# CHAPTER7: ENSEMBLE LEARNING AND RANDOM FORESTS.

## Notes

- A group of predictors is called an ensemble; this, this technique is called ***Ensemble Learning***

- As an example of an Ensemble method you can train a group of decision tree classifiers each on a different random subset of the training set. To make predictions you obtain the predictions of all the individuyal trees then predict the class that gets the most votes. Such an ensemble of decision trees is called a random forest and despite its simplicity this is one of the most powerful mlk algorithms available today.

### Voting Classifiers

- This method is somewhat a straight forward one, you train the same subset of the training data with the different Predictors and than you aggregate their results

- If its a classifing problem you take the mode of the predictions, if it is a regression problem you take the mean of the different regressors in ensemble learning.

- Ensemble methods work best when the predictors are as independent from one another as possible. One way to get diverse classifiers is to train them using very different algorithms. This increases the chance that they will make very different types of errors, improving the ensemble's accuracy.

#### Example Voting classifier


In [1]:
from sklearn.ensemble import RandomForestClassifier
from sklearn.ensemble import VotingClassifier
from sklearn.linear_model import LogisticRegression
from sklearn.svm import SVC
from sklearn.model_selection import train_test_split
from sklearn.datasets import make_moons



In [2]:
# Create the training set.

X, y = make_moons(n_samples=500, noise=0.30, random_state=42)
X_train, X_test, y_train, y_test = train_test_split(X, y, random_state=42)

In [3]:
log_clf = LogisticRegression(penalty=None)
rnd_clf = RandomForestClassifier()
svm_clf = SVC()

voting_clf = VotingClassifier(estimators=[("lr", log_clf),
                                          ("rand_forest", rnd_clf),
                                          ("svm", svm_clf)],
                              voting="hard")

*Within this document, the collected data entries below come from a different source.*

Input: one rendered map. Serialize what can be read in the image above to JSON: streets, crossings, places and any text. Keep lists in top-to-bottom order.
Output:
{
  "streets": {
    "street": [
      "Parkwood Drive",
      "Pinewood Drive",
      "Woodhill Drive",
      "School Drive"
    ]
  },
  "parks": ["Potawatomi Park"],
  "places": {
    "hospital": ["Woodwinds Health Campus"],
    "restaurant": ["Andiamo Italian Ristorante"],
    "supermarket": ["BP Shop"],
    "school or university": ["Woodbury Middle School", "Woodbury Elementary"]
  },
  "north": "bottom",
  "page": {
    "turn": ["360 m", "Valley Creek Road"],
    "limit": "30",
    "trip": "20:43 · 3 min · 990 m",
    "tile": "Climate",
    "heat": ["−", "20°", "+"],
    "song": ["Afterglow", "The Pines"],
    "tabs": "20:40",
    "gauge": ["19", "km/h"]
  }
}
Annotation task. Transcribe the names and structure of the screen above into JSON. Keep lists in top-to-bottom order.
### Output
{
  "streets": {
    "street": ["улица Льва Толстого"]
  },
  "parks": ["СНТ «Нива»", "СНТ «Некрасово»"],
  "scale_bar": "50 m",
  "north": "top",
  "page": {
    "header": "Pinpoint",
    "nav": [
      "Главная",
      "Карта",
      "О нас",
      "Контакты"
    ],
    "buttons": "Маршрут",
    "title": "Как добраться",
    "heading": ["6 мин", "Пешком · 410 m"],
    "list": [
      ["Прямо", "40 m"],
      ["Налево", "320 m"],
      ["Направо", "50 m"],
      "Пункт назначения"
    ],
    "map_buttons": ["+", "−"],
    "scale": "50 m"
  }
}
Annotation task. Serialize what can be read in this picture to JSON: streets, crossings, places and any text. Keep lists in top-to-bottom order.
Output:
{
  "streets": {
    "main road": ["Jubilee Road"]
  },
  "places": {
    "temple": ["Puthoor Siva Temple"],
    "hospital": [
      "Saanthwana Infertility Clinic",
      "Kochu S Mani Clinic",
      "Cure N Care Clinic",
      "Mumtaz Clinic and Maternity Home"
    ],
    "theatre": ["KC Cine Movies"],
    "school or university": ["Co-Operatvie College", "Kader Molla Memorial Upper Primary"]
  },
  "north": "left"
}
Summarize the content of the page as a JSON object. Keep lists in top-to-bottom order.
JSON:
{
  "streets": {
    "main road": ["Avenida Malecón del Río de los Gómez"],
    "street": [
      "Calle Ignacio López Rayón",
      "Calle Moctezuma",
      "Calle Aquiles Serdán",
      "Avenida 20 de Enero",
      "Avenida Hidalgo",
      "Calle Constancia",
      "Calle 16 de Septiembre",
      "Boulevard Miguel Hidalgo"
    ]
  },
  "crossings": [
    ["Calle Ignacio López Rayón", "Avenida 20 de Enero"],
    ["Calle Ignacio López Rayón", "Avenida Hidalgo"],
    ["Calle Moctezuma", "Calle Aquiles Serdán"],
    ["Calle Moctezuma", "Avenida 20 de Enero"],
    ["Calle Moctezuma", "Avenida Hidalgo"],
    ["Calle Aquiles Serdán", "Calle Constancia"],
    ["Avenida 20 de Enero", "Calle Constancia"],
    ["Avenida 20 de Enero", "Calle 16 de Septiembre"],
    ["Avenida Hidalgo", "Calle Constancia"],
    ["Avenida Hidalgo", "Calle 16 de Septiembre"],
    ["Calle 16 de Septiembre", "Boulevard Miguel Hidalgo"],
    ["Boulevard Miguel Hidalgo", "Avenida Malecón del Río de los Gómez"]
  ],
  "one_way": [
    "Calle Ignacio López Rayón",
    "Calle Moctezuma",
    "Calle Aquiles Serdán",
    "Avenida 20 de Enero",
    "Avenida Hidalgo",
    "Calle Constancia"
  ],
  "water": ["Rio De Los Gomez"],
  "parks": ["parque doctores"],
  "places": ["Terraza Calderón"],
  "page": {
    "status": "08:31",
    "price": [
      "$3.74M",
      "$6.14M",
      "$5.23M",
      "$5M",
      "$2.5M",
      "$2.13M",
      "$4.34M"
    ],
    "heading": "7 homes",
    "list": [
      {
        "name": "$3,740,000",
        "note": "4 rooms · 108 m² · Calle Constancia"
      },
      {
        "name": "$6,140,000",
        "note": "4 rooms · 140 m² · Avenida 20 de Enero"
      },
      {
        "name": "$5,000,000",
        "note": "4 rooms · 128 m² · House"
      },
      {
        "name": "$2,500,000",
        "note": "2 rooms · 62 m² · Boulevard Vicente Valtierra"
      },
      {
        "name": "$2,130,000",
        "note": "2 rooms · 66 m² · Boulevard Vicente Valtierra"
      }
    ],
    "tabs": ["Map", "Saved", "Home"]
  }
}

voting_clf.fit(X_train, y_train)

In [4]:
# Voting classifier outperforms all of the classifiers.
voting_clf.score(X_test, y_test)

0.904

- If all classifiers are able to estimate class probabilities (they have a preict_proba method) then you can tell scikit learn to predict the class with the highest class probablity averaged over all the individual classifiers. This is called soft voting it often achieves higher performance than hard voting because it gives more weight to highly confident votes. All you need to do is replace voting="hard"  with the voting="soft" and ensure that all classifiers can estimate class probabilities.

### Bagging and Pasting.

- Bagging and pasting approach is to use the same training algorithm for every predictor and train them on different random subsets of the training set. When sampling is performed with replacement this method is called bagging. When sampling is performed without replacement it is called pasting.

- Once all predictors are trained, the enseble can make a prediction for a new instance by simply aggregating the predictions of all predictors. The aggregation function is typically the statistical mode, for classification. or the average for regression. Generallt the net result is that the ensemble has a similar bias but a lower variance than a single predictor trained on the original training set.

#### Example bagging

In [10]:
from sklearn.ensemble import BaggingClassifier
from sklearn.tree import DecisionTreeClassifier

bag_clf = BaggingClassifier(DecisionTreeClassifier(), n_estimators=100,
                            bootstrap=True, random_state=1337)
bag_clf.fit(X_train, y_train)
bag_clf.score(X_test, y_test)

0.904

In [11]:
from sklearn.model_selection import cross_val_score
## using bagging model

scores = cross_val_score(bag_clf, X_train, y_train, cv=5, verbose=2)
scores

[Parallel(n_jobs=1)]: Using backend SequentialBackend with 1 concurrent workers.
[Parallel(n_jobs=1)]: Done   1 out of   1 | elapsed:    0.1s remaining:    0.0s


[CV] END .................................................... total time=   0.1s
[CV] END .................................................... total time=   0.1s
[CV] END .................................................... total time=   0.1s
[CV] END .................................................... total time=   0.0s
[CV] END .................................................... total time=   0.1s


[Parallel(n_jobs=1)]: Done   5 out of   5 | elapsed:    0.7s finished


array([0.86666667, 0.92      , 0.88      , 0.88      , 0.88      ])

In [16]:
past_clf = BaggingClassifier(DecisionTreeClassifier(), n_estimators=100,
                            max_samples=1.0, bootstrap=False, random_state=1337)

scores = cross_val_score(past_clf, X_train, y_train,
                         cv=5)
scores

array([0.84      , 0.89333333, 0.86666667, 0.85333333, 0.86666667])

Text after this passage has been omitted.